[Data extract]
BEGIN
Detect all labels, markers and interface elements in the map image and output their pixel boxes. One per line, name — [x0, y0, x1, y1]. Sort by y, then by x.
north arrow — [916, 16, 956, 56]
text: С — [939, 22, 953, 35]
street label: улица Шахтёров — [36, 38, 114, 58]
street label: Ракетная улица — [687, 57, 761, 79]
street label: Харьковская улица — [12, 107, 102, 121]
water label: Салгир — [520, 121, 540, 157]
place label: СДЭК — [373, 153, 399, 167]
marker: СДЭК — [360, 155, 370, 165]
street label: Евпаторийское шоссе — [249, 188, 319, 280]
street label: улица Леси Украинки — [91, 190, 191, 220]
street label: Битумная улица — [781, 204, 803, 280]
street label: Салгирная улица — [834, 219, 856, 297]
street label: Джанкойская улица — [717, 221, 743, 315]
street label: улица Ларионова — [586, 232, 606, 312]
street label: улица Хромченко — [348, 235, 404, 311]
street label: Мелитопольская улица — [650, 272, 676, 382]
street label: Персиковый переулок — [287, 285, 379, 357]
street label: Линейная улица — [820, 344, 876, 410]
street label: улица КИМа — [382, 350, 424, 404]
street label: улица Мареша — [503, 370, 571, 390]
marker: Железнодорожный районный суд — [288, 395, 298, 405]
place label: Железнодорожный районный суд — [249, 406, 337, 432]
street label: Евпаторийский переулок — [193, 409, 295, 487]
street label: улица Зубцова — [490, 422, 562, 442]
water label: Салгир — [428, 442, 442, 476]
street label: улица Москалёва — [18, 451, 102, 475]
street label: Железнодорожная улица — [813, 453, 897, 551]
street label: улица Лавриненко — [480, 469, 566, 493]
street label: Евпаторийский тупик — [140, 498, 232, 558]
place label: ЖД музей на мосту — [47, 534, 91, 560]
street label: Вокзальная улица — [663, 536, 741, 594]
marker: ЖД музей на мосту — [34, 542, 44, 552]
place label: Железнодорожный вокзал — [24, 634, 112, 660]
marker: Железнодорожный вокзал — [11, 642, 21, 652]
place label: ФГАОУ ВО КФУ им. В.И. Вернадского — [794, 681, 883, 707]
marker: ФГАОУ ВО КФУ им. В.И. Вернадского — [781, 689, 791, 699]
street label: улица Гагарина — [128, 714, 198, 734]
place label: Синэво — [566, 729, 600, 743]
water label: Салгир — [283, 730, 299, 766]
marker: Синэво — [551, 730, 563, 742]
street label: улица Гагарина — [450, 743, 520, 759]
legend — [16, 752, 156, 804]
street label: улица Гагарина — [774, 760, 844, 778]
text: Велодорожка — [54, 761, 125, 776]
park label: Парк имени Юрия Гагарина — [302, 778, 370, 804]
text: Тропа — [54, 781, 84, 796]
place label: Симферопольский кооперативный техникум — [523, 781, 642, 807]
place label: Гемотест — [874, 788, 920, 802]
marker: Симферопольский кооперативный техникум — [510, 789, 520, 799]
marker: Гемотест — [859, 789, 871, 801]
END
[Exercise requirements]
Each line of the records above must be copied exactly.

[Result for this exercise]
Detect all labels, markers and interface elements in the map image and output their pixel boxes. One per line, name — [x0, y0, x1, y1]. Sort by y, then by x.
north arrow — [916, 16, 956, 56]
text: С — [939, 22, 953, 35]
street label: улица Шахтёров — [36, 38, 114, 58]
street label: Ракетная улица — [687, 57, 761, 79]
street label: Харьковская улица — [12, 107, 102, 121]
water label: Салгир — [520, 121, 540, 157]
place label: СДЭК — [373, 153, 399, 167]
marker: СДЭК — [360, 155, 370, 165]
street label: Евпаторийское шоссе — [249, 188, 319, 280]
street label: улица Леси Украинки — [91, 190, 191, 220]
street label: Битумная улица — [781, 204, 803, 280]
street label: Салгирная улица — [834, 219, 856, 297]
street label: Джанкойская улица — [717, 221, 743, 315]
street label: улица Ларионова — [586, 232, 606, 312]
street label: улица Хромченко — [348, 235, 404, 311]
street label: Мелитопольская улица — [650, 272, 676, 382]
street label: Персиковый переулок — [287, 285, 379, 357]
street label: Линейная улица — [820, 344, 876, 410]
street label: улица КИМа — [382, 350, 424, 404]
street label: улица Мареша — [503, 370, 571, 390]
marker: Железнодорожный районный суд — [288, 395, 298, 405]
place label: Железнодорожный районный суд — [249, 406, 337, 432]
street label: Евпаторийский переулок — [193, 409, 295, 487]
street label: улица Зубцова — [490, 422, 562, 442]
water label: Салгир — [428, 442, 442, 476]
street label: улица Москалёва — [18, 451, 102, 475]
street label: Железнодорожная улица — [813, 453, 897, 551]
street label: улица Лавриненко — [480, 469, 566, 493]
street label: Евпаторийский тупик — [140, 498, 232, 558]
place label: ЖД музей на мосту — [47, 534, 91, 560]
street label: Вокзальная улица — [663, 536, 741, 594]
marker: ЖД музей на мосту — [34, 542, 44, 552]
place label: Железнодорожный вокзал — [24, 634, 112, 660]
marker: Железнодорожный вокзал — [11, 642, 21, 652]
place label: ФГАОУ ВО КФУ им. В.И. Вернадского — [794, 681, 883, 707]
marker: ФГАОУ ВО КФУ им. В.И. Вернадского — [781, 689, 791, 699]
street label: улица Гагарина — [128, 714, 198, 734]
place label: Синэво — [566, 729, 600, 743]
water label: Салгир — [283, 730, 299, 766]
marker: Синэво — [551, 730, 563, 742]
street label: улица Гагарина — [450, 743, 520, 759]
legend — [16, 752, 156, 804]
street label: улица Гагарина — [774, 760, 844, 778]
text: Велодорожка — [54, 761, 125, 776]
park label: Парк имени Юрия Гагарина — [302, 778, 370, 804]
text: Тропа — [54, 781, 84, 796]
place label: Симферопольский кооперативный техникум — [523, 781, 642, 807]
place label: Гемотест — [874, 788, 920, 802]
marker: Симферопольский кооперативный техникум — [510, 789, 520, 799]
marker: Гемотест — [859, 789, 871, 801]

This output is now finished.